== EXERCISE DATA ==
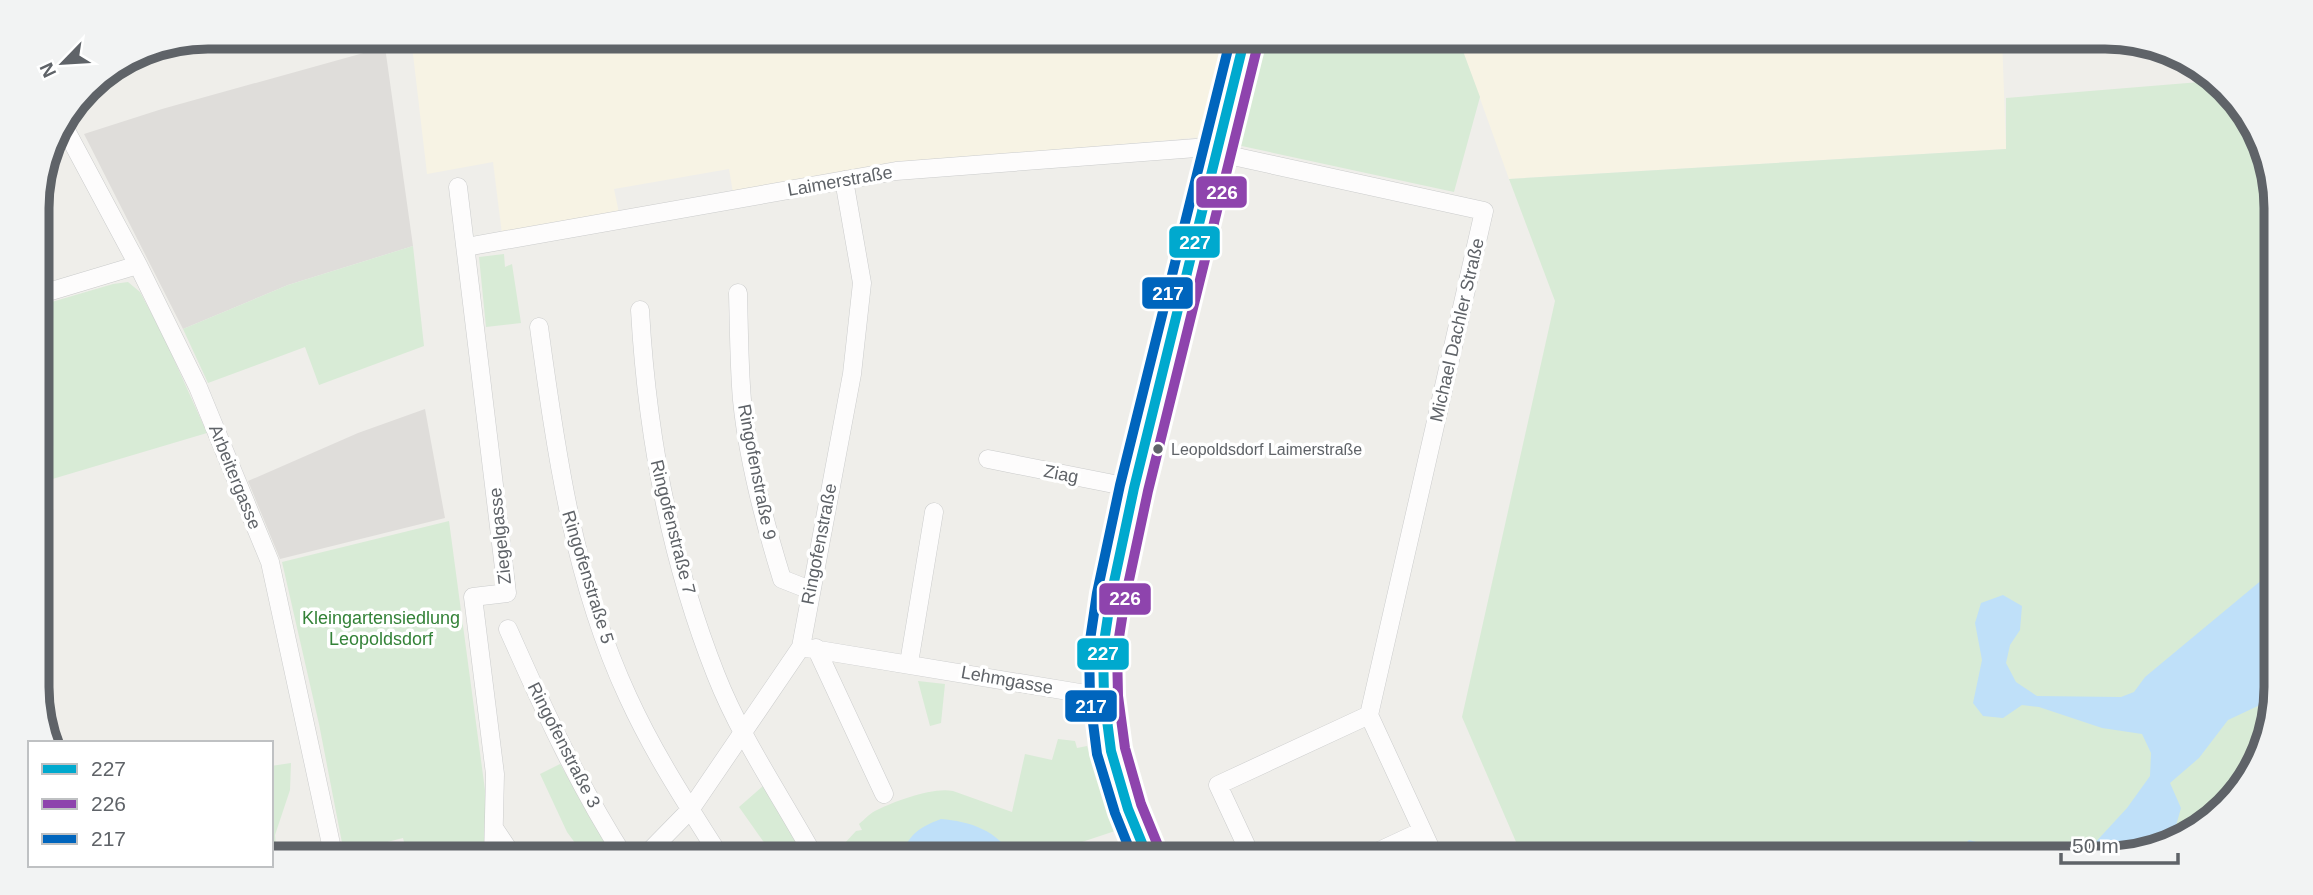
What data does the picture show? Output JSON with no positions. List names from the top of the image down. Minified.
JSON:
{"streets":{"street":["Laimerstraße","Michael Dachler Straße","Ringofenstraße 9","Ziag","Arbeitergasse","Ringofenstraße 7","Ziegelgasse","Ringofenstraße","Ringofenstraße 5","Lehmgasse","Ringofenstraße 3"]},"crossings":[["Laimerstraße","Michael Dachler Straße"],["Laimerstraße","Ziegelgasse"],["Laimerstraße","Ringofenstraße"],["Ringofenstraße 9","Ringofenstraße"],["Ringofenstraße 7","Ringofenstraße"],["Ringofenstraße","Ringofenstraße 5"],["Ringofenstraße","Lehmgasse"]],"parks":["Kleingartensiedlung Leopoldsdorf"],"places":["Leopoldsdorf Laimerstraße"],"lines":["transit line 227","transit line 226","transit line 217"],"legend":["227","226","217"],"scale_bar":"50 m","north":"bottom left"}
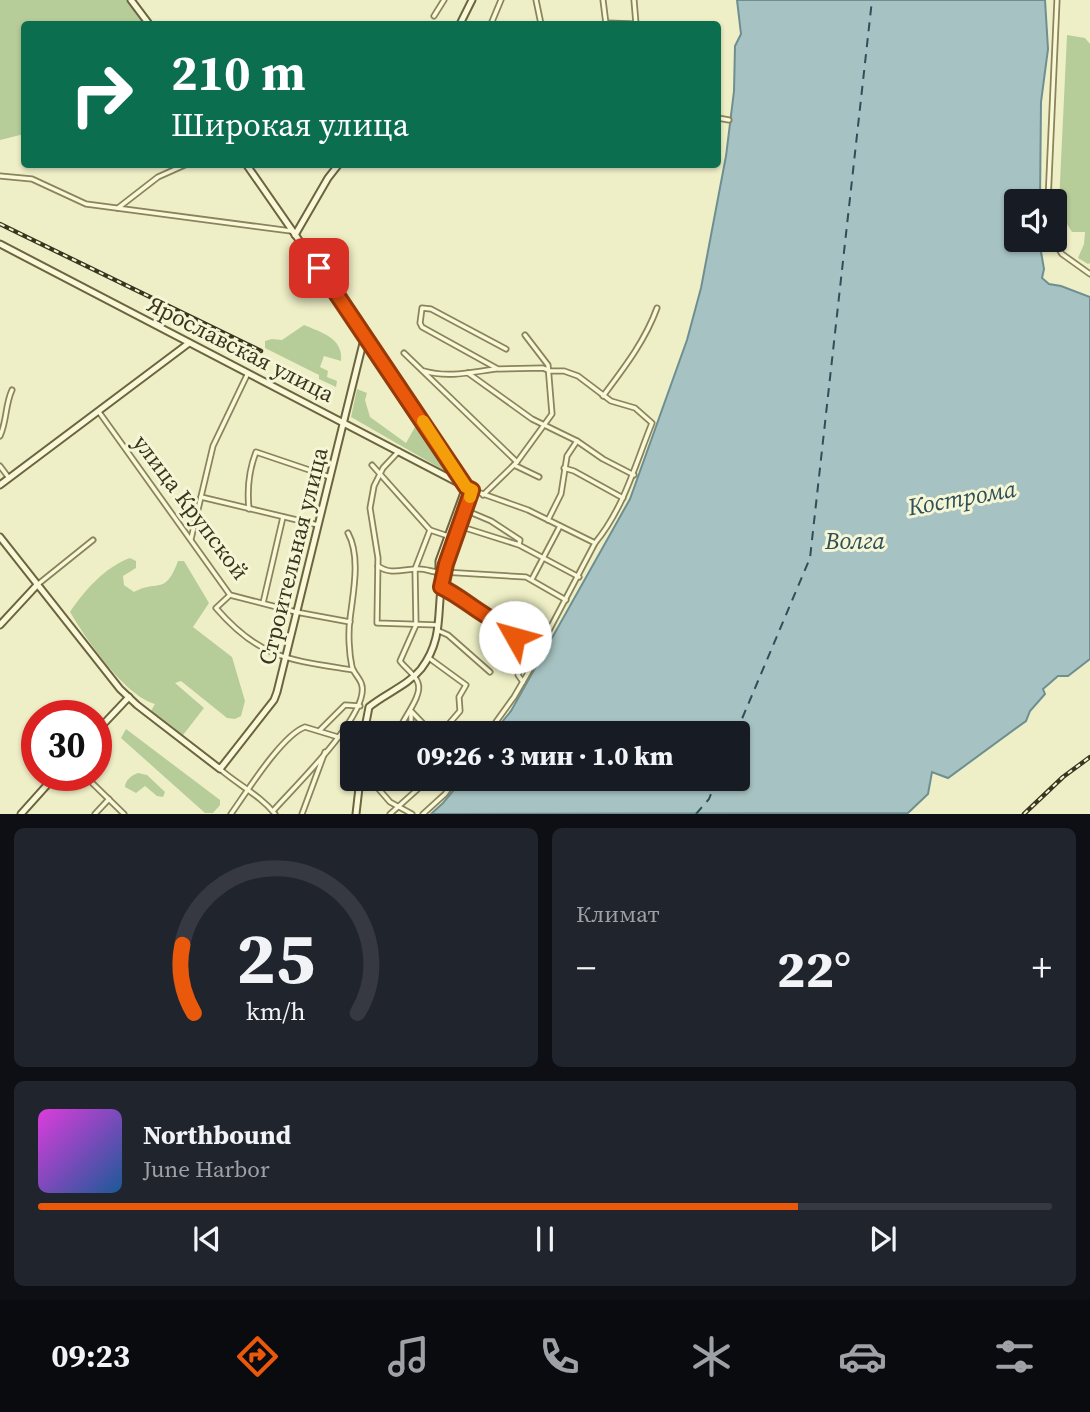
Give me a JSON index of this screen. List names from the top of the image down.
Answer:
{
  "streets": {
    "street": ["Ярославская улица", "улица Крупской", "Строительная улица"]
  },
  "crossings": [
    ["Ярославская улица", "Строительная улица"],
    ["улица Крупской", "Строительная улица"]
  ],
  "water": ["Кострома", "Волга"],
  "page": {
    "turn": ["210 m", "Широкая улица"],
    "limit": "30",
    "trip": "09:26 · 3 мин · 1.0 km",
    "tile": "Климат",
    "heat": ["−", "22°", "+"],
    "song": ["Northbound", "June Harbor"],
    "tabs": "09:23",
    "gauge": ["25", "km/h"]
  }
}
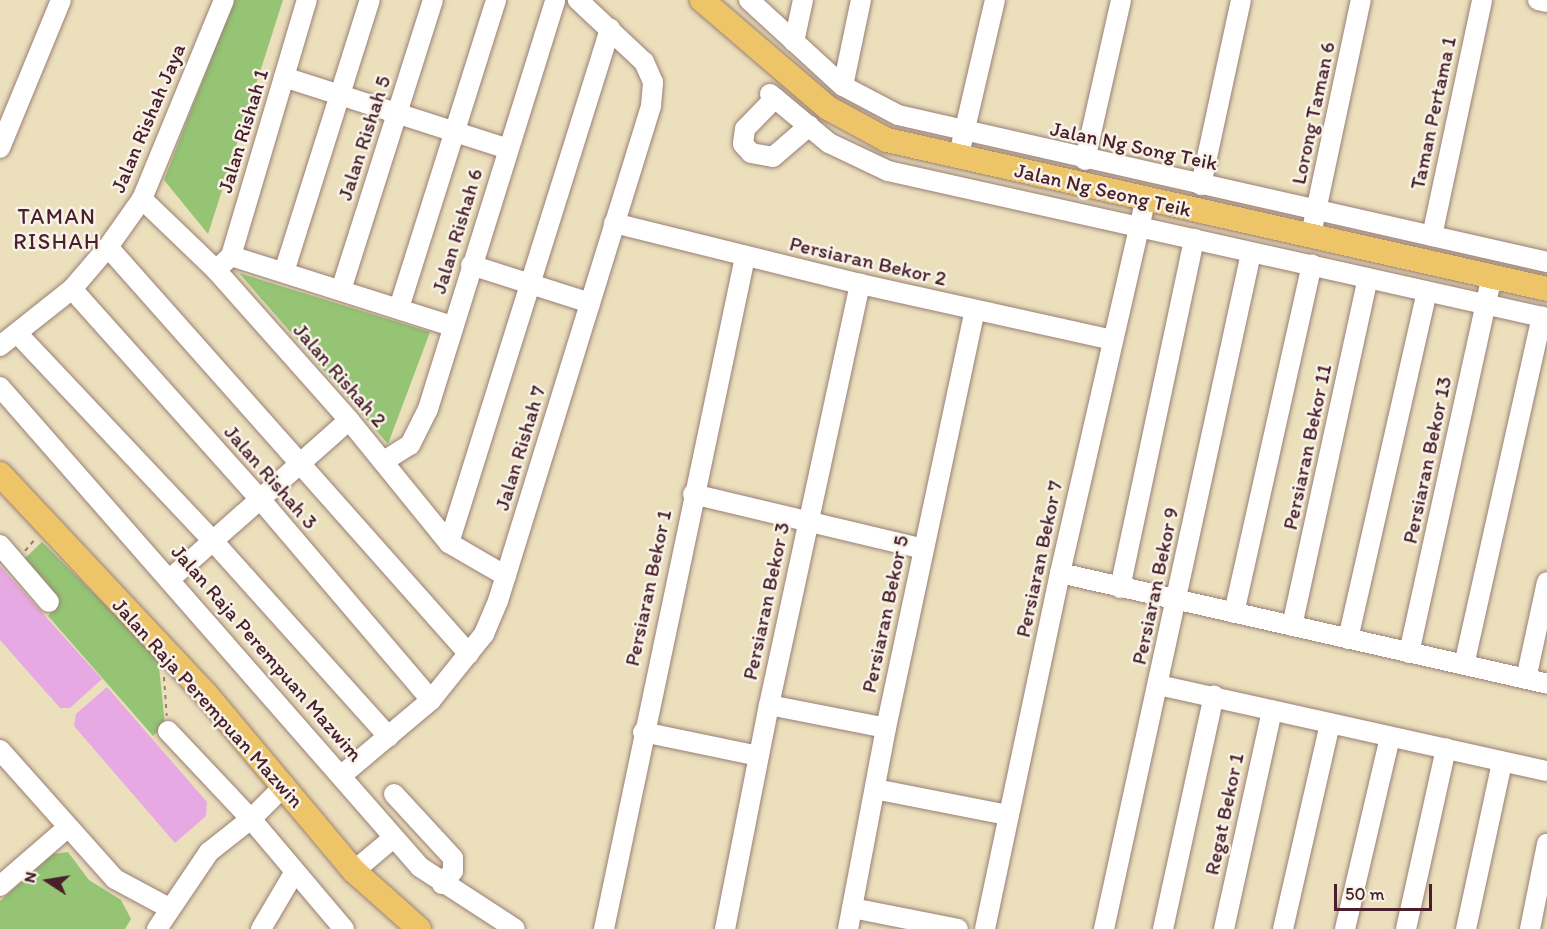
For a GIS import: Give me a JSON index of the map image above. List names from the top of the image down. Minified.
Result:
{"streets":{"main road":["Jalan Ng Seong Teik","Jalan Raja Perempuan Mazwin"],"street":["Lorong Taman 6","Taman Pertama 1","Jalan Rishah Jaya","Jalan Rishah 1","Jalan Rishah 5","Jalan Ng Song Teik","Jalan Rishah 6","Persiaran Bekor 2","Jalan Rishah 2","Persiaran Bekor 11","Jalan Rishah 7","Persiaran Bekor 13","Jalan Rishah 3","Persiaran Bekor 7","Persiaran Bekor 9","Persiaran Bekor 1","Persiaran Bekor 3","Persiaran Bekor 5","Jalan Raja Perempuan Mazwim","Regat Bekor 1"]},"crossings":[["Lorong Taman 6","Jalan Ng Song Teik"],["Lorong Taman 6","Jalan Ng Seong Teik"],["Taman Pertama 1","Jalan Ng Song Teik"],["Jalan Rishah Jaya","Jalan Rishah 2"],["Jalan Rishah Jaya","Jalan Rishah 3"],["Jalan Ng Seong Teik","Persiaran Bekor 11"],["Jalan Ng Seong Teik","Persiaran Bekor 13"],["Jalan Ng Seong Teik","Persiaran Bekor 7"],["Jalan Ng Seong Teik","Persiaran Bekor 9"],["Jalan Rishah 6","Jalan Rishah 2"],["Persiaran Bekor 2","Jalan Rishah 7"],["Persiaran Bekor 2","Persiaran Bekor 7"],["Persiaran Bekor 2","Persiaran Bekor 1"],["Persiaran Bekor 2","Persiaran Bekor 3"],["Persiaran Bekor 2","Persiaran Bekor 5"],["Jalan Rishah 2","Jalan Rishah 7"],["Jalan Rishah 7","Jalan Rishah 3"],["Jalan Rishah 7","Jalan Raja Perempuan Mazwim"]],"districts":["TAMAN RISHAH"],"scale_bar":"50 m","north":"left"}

== WHAT YOU SHOULD DO ==
The expected output is the complete listing, word for word, without any picture.

== SOLUTION TO THE EXERCISE ==
What data does the picture show? Output JSON with no positions. List names from the top of the image down. Minified.
JSON:
{"streets":{"street":["Laimerstraße","Michael Dachler Straße","Ringofenstraße 9","Ziag","Arbeitergasse","Ringofenstraße 7","Ziegelgasse","Ringofenstraße","Ringofenstraße 5","Lehmgasse","Ringofenstraße 3"]},"crossings":[["Laimerstraße","Michael Dachler Straße"],["Laimerstraße","Ziegelgasse"],["Laimerstraße","Ringofenstraße"],["Ringofenstraße 9","Ringofenstraße"],["Ringofenstraße 7","Ringofenstraße"],["Ringofenstraße","Ringofenstraße 5"],["Ringofenstraße","Lehmgasse"]],"parks":["Kleingartensiedlung Leopoldsdorf"],"places":["Leopoldsdorf Laimerstraße"],"lines":["transit line 227","transit line 226","transit line 217"],"legend":["227","226","217"],"scale_bar":"50 m","north":"bottom left"}
Give me a JSON index of this screen. List names from the top of the image down.
Answer:
{
  "streets": {
    "street": ["Ярославская улица", "улица Крупской", "Строительная улица"]
  },
  "crossings": [
    ["Ярославская улица", "Строительная улица"],
    ["улица Крупской", "Строительная улица"]
  ],
  "water": ["Кострома", "Волга"],
  "page": {
    "turn": ["210 m", "Широкая улица"],
    "limit": "30",
    "trip": "09:26 · 3 мин · 1.0 km",
    "tile": "Климат",
    "heat": ["−", "22°", "+"],
    "song": ["Northbound", "June Harbor"],
    "tabs": "09:23",
    "gauge": ["25", "km/h"]
  }
}
For a GIS import: Give me a JSON index of the map image above. List names from the top of the image down. Minified.
Result:
{"streets":{"main road":["Jalan Ng Seong Teik","Jalan Raja Perempuan Mazwin"],"street":["Lorong Taman 6","Taman Pertama 1","Jalan Rishah Jaya","Jalan Rishah 1","Jalan Rishah 5","Jalan Ng Song Teik","Jalan Rishah 6","Persiaran Bekor 2","Jalan Rishah 2","Persiaran Bekor 11","Jalan Rishah 7","Persiaran Bekor 13","Jalan Rishah 3","Persiaran Bekor 7","Persiaran Bekor 9","Persiaran Bekor 1","Persiaran Bekor 3","Persiaran Bekor 5","Jalan Raja Perempuan Mazwim","Regat Bekor 1"]},"crossings":[["Lorong Taman 6","Jalan Ng Song Teik"],["Lorong Taman 6","Jalan Ng Seong Teik"],["Taman Pertama 1","Jalan Ng Song Teik"],["Jalan Rishah Jaya","Jalan Rishah 2"],["Jalan Rishah Jaya","Jalan Rishah 3"],["Jalan Ng Seong Teik","Persiaran Bekor 11"],["Jalan Ng Seong Teik","Persiaran Bekor 13"],["Jalan Ng Seong Teik","Persiaran Bekor 7"],["Jalan Ng Seong Teik","Persiaran Bekor 9"],["Jalan Rishah 6","Jalan Rishah 2"],["Persiaran Bekor 2","Jalan Rishah 7"],["Persiaran Bekor 2","Persiaran Bekor 7"],["Persiaran Bekor 2","Persiaran Bekor 1"],["Persiaran Bekor 2","Persiaran Bekor 3"],["Persiaran Bekor 2","Persiaran Bekor 5"],["Jalan Rishah 2","Jalan Rishah 7"],["Jalan Rishah 7","Jalan Rishah 3"],["Jalan Rishah 7","Jalan Raja Perempuan Mazwim"]],"districts":["TAMAN RISHAH"],"scale_bar":"50 m","north":"left"}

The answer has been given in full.